As any wind professional knows, the towers supporting massive turbines are far more complicated than they might appear from the ground, requiring incredibly precise manufacturing techniques and practices. Made of rolled steel segments attached by flanges, these increasingly tall tubular structures demand flanges that meet very tight flatness and parallelism tolerances.
Manufacturing the flanges is difficult enough, but many have also found difficulty in accurately measuring the flatness or quality of the flange. Achieving geometrical correctness is made difficult by the manufacturing methods used. During the welding of the flange segments and storage of the sections, tension and/or stress can be induced. This stress can change the dimensional characteristics of the flange/segment, making it out-of-spec and therefore rejected. This condition then requires additional labor and machining to correct the problem, driving up costs and delaying the schedules. The ability to detect and ultimately correct these geometric features ensures a faster production schedule, better quality, and a trouble-free assembly as it was designed, along with happy customers. Up to now 19th century tools were used to measure flatness on these flanges, utilizing a straight edge or tight-wire and feeler gauge. This is no longer acceptable, and proper instrumentation is required. Thus began the search for new measuring methods and techniques to be able to combat these problems.
Based in Germany, Status Pro® has developed a new and unique laser system enabling geometrical measurement as required by the wind energy industry. The ultimate goal was to develop an easy-to-use yet highly precise measuring system, enabling the user to obtain the information needed quickly, accurately, and with excellent documentation. The result is a universal system capable of measuring a wide variety of geometrical features on many different components.
The T330 laser transmitter essentially consists of a rotating laser-prism unit integrated into a sturdy housing. The laser produces a 360-degree “plane of light” instead of a dot. The functions of the rotating laser unit can be remotely controlled via infrared communication that is built into both the laser and the R310 receiver. In other words, the setup of the laser plane is achieved automatically.
With its 80mm range, the R310 receiver is the largest sensor in the industry. The measured readings will display the height of the laser plane using an onboard LED display, and it will also send the results to the DU310 handheld display unit via Bluetooth. Measurements are recorded as fast as you can move the receiver and push the button. As already mentioned, the flow of information is completely wireless, making cables a thing of the past and reducing the resulting downtime by providing real-time results on the handheld PC.

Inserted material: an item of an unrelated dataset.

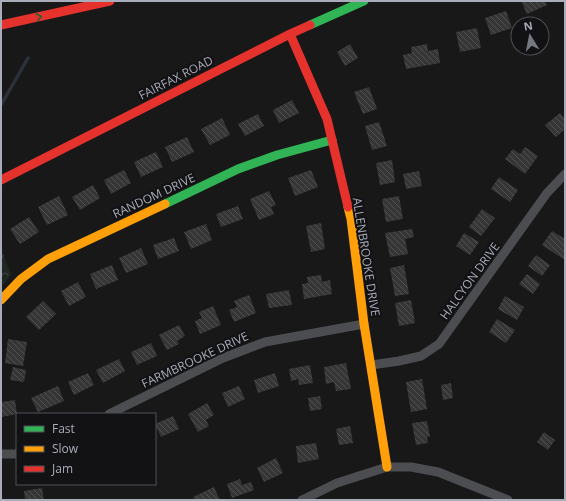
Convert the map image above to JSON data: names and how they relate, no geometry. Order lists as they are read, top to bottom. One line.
{"streets":{"main road":["FAIRFAX ROAD","RANDOM DRIVE","ALLENBROOKE DRIVE"],"street":["HALCYON DRIVE","FARMBROOKE DRIVE"]},"crossings":[["FAIRFAX ROAD","ALLENBROOKE DRIVE"],["RANDOM DRIVE","ALLENBROOKE DRIVE"],["ALLENBROOKE DRIVE","HALCYON DRIVE"],["ALLENBROOKE DRIVE","FARMBROOKE DRIVE"]],"legend":["Fast","Slow","Jam"],"north":"top"}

All the system components (Fig. 1) use either disposable batteries, rechargeable batteries, or AC power. There are various accessories that can be added to the system allowing the measurement of almost any geometric application required: precision leveling, flatness, straightness, parallelism, bores, and so on.
Laser Flange Measurement
Flanges are essentially joints, so they must be machined properly in order to avoid tension during or after coupling, and also to ensure water tightness of the coupling faces. Achieving geometrical correctness is made difficult due to the manufacturing method. During the welding of the flange segments together or during storing of the sections, tension and/or stress can be induced. The ability to detect and ultimately react to these dangers ensures a trouble-free service life. Many people have had to rely on straight edges and feeler gauges to accurately measure flatness on their flanges. This method is fine as long as the objects are smaller than the straight edge, but with segmented, chained, or overlapping measurements the problem of surface waviness arises. This created the need for modern measurement tools, methods, and techniques to be able to combat these problems in a fast and easy way. Using a rotating laser, it became possible to measure the entire flange against a constant reference; an ultra-flat plane of laser light (Fig. 2).

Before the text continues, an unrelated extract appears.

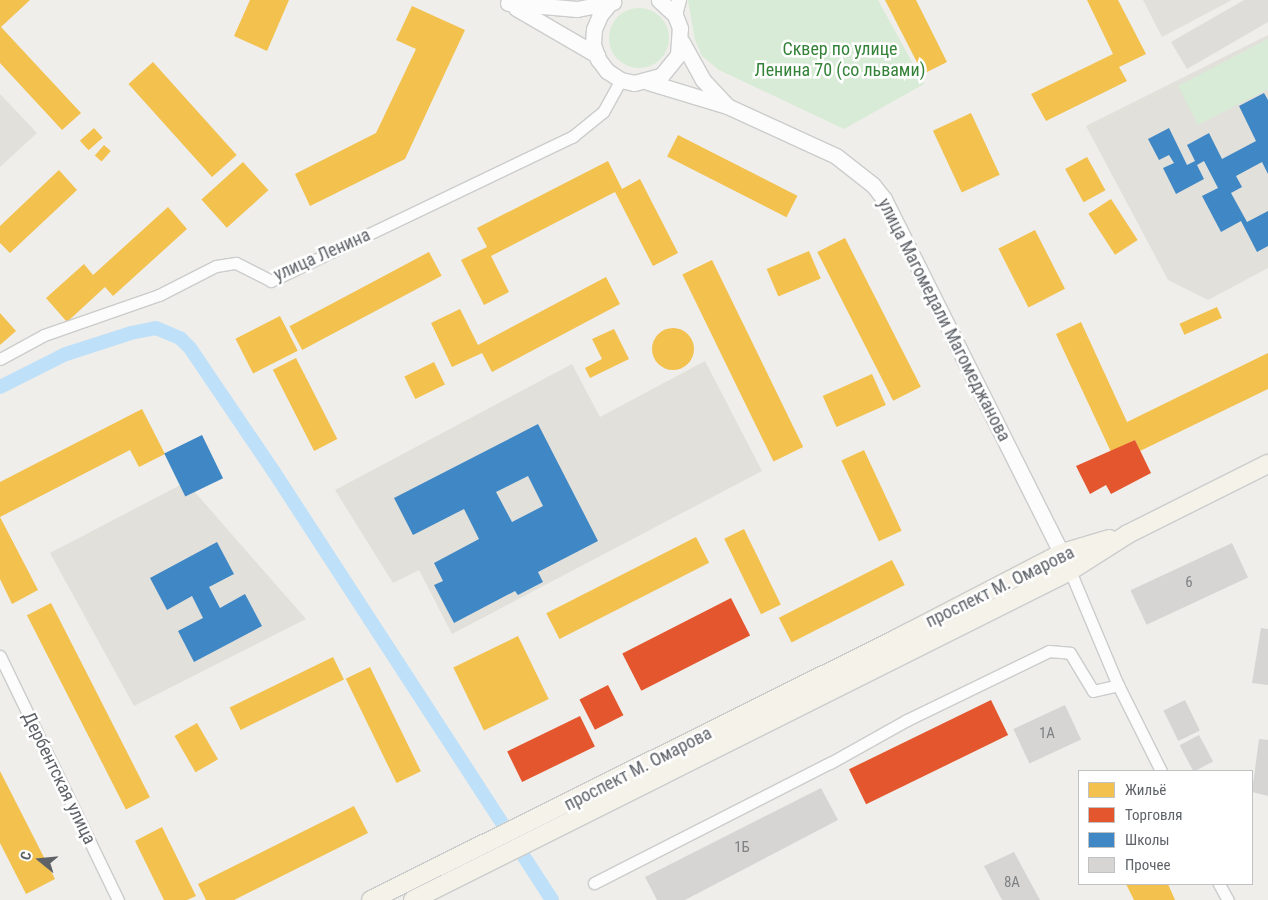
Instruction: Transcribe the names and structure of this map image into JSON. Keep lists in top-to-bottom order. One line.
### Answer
{"streets":{"main road":["улица Магомедали Магомеджанова","проспект М. Омарова"],"street":["улица Ленина","Дербентская улица"]},"crossings":[["улица Ленина","улица Магомедали Магомеджанова"],["улица Магомедали Магомеджанова","проспект М. Омарова"]],"parks":["Сквер по улице Ленина 70 (со львами)"],"house_numbers":["6","1А","1Б","8А"],"legend":["Жильё","Торговля","Школы","Прочее"],"north":"left"}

First, mount the laser directly on the flange or beside it using a tripod, allowing the laser beam rotation to effectively produce a laser plane. With a R310 receiver you are able to measure the distance between the flange surface and the laser plane very accurately.
Traditionally, the laser plane has been manually adjusted to parallel at three points on the flange, and those points become “zero.” This method is very time consuming and relies on the skill of the two people during the setup process. Manual calculations are also involved to achieve parallelism.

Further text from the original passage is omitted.